Charter subscribers to environmentally minded Garbage magazine received a special gift — a lapel pin shaped like a little garbage can. Unfortunately, the pins were packed in nonbiodegradable plastic bubble wrap. Readers also have chastised Garbage for accepting ads from General Electric, which readers feel has a controversial environmental record.
Rules of Subtraction
Literary brat-packer Bret Easton Ellis has just finished his third novel — tentatively titled American Psycho — which Simon & Schuster will publish early in 1991. ”It’s about a young businessman who works at Shearson and is also a serial murderer,” Ellis says. Like his previous books, Less Than Zero and The Rules of Attraction, Psycho is a chronicle of excesses. But Ellis insists his new characters, mostly young crash-era Wall Streeters, have more in their heads than high finance and high times: ”It is not so much about losing their jobs as about losing their minds.”
King of Hearts
Stephen King, in a recent speech in Portland, Ore.: ”People want to know why I do this, why I write such gross stuff. I like to tell them I have the heart of a small boy — and I keep it in a jar on my desk.”

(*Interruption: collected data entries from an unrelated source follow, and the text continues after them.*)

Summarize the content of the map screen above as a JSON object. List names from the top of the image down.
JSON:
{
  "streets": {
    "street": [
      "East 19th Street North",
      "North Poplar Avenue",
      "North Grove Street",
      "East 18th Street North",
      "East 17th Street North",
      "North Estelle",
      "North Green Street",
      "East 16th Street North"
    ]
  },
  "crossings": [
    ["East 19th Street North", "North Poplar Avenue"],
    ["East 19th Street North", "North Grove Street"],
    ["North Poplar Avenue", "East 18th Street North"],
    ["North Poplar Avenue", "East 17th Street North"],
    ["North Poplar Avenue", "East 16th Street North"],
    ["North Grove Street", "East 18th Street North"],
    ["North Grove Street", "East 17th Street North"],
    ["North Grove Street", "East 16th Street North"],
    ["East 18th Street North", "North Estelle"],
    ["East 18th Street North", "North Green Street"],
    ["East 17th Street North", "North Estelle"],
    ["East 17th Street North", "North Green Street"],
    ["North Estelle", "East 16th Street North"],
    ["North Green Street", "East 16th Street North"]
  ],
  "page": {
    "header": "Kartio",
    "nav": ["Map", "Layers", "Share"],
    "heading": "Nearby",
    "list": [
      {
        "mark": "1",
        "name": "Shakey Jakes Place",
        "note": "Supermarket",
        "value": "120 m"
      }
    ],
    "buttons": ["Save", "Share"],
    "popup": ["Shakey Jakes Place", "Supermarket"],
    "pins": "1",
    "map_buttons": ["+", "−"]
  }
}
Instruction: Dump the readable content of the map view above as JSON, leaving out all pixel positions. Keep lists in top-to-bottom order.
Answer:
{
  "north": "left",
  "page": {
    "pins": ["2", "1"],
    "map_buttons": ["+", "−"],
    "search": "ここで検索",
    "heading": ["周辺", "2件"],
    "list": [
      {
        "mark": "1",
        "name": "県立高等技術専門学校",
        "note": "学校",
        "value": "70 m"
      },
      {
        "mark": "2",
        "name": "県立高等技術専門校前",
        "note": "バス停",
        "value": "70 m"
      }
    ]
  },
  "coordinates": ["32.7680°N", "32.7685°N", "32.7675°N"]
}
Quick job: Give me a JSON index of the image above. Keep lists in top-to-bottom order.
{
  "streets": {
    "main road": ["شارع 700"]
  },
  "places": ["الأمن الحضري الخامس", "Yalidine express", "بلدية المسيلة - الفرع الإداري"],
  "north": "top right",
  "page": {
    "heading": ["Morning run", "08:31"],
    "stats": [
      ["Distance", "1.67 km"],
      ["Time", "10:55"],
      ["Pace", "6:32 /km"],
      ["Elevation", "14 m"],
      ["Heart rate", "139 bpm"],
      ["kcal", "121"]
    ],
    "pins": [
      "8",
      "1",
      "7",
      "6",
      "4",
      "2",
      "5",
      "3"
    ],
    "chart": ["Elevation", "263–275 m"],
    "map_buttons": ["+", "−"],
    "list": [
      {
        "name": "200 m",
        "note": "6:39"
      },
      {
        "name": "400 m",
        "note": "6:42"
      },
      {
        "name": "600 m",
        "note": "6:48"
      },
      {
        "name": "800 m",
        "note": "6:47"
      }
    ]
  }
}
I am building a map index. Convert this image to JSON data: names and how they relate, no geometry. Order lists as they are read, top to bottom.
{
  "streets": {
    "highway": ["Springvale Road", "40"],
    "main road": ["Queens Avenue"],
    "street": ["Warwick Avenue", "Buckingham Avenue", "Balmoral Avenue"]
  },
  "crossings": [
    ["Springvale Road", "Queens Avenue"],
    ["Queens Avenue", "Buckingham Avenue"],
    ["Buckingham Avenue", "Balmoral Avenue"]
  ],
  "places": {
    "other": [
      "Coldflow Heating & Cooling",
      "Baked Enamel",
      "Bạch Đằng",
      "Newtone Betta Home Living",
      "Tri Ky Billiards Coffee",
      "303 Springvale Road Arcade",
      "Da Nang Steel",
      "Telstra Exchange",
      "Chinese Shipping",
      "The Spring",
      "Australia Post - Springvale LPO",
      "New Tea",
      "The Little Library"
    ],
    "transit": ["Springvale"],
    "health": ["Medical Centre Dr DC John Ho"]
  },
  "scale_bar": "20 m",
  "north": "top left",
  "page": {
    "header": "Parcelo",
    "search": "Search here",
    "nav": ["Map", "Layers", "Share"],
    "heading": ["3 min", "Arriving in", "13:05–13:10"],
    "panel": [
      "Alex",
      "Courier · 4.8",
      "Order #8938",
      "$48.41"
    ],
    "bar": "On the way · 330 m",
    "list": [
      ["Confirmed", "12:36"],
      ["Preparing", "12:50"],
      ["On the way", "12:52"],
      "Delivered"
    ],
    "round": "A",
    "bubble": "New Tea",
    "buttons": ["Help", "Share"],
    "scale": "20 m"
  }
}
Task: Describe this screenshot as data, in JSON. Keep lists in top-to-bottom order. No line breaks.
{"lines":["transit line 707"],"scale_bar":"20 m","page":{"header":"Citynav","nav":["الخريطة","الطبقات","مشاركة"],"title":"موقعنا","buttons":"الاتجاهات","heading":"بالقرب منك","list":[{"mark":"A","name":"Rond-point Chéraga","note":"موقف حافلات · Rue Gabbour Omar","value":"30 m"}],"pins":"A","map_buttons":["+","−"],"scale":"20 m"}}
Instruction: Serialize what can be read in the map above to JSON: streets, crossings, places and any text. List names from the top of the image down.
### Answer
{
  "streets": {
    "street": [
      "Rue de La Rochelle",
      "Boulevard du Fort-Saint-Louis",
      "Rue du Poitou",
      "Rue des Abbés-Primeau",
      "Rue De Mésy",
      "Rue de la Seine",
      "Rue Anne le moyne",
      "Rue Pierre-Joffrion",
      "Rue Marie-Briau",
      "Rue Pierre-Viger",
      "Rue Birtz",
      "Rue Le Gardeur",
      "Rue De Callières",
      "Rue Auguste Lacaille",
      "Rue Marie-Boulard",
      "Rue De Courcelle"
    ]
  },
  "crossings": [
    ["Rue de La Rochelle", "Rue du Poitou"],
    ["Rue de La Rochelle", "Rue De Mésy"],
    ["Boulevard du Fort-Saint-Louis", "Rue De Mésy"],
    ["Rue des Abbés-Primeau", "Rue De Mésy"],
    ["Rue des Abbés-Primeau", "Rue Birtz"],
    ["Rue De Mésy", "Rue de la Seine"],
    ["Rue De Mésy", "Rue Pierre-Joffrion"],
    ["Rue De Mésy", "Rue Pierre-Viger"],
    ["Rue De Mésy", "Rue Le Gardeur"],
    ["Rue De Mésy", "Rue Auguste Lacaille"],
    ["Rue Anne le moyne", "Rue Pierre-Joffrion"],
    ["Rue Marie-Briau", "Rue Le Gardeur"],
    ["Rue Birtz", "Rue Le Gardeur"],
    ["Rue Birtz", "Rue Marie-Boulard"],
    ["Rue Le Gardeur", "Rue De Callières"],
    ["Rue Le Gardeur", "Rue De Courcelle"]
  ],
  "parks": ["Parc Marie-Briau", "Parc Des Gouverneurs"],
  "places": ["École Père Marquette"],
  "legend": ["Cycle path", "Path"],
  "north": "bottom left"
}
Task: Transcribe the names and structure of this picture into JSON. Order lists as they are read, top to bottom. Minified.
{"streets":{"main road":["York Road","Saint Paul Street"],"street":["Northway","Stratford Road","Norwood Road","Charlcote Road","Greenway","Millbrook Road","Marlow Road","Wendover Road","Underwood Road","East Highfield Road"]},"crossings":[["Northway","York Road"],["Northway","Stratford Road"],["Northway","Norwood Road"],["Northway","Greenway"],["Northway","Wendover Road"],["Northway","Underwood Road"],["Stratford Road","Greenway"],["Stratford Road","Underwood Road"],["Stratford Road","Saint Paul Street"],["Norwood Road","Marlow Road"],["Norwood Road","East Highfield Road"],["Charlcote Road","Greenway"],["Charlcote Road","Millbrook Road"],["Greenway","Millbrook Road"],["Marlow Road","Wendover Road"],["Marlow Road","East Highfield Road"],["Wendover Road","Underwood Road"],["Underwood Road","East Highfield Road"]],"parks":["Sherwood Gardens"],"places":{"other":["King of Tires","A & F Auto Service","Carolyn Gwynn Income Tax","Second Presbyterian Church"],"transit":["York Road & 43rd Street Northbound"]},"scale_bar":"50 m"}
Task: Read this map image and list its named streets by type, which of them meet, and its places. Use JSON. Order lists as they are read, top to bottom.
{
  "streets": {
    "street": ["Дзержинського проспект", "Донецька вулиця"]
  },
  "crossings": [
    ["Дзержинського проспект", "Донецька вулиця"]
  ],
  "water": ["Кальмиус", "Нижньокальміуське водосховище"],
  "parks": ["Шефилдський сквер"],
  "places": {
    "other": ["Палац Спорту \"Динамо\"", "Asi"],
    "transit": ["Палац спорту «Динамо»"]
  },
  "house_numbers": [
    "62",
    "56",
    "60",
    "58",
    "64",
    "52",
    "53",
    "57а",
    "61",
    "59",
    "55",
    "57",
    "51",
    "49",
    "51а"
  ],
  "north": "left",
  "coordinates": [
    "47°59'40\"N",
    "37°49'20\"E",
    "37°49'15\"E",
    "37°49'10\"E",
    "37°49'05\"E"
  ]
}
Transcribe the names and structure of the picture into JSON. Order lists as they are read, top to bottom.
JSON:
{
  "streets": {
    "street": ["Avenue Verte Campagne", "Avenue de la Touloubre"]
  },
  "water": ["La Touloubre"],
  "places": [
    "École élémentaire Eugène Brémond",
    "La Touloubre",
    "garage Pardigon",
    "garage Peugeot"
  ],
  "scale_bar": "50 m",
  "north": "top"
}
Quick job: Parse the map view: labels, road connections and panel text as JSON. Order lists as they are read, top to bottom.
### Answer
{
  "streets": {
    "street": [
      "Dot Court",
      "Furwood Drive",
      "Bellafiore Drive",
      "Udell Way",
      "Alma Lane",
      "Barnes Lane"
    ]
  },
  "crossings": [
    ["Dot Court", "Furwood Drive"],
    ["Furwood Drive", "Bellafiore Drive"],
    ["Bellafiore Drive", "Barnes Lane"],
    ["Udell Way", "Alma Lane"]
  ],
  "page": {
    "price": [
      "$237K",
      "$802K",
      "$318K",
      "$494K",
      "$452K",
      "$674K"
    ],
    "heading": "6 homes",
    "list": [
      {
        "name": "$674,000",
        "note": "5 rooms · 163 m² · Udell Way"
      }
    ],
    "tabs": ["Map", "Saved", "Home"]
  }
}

Ten years ago, when author Barbara Goldsmith was working on Little Gloria… Happy at Last, she discovered that much of her research material, printed on the acid paper in use since 1850, was disintegrating. So Goldsmith began a drive to use acid-free, or alkaline, paper. Backed by writers’ and publishers’ organizations, she persuaded a number of major publishing houses to switch to alkaline paper. And she got Congress involved. The Senate has passed a bill requiring all important government documents to be printed on alkaline paper, and Goldsmith hopes it will pass in the House before the end of the year. But she doesn’t want to stop there. ”I’d like to see every paper mill stop using destructive additives so our cultural heritage will be around in 500 years instead of evaporating in three decades.”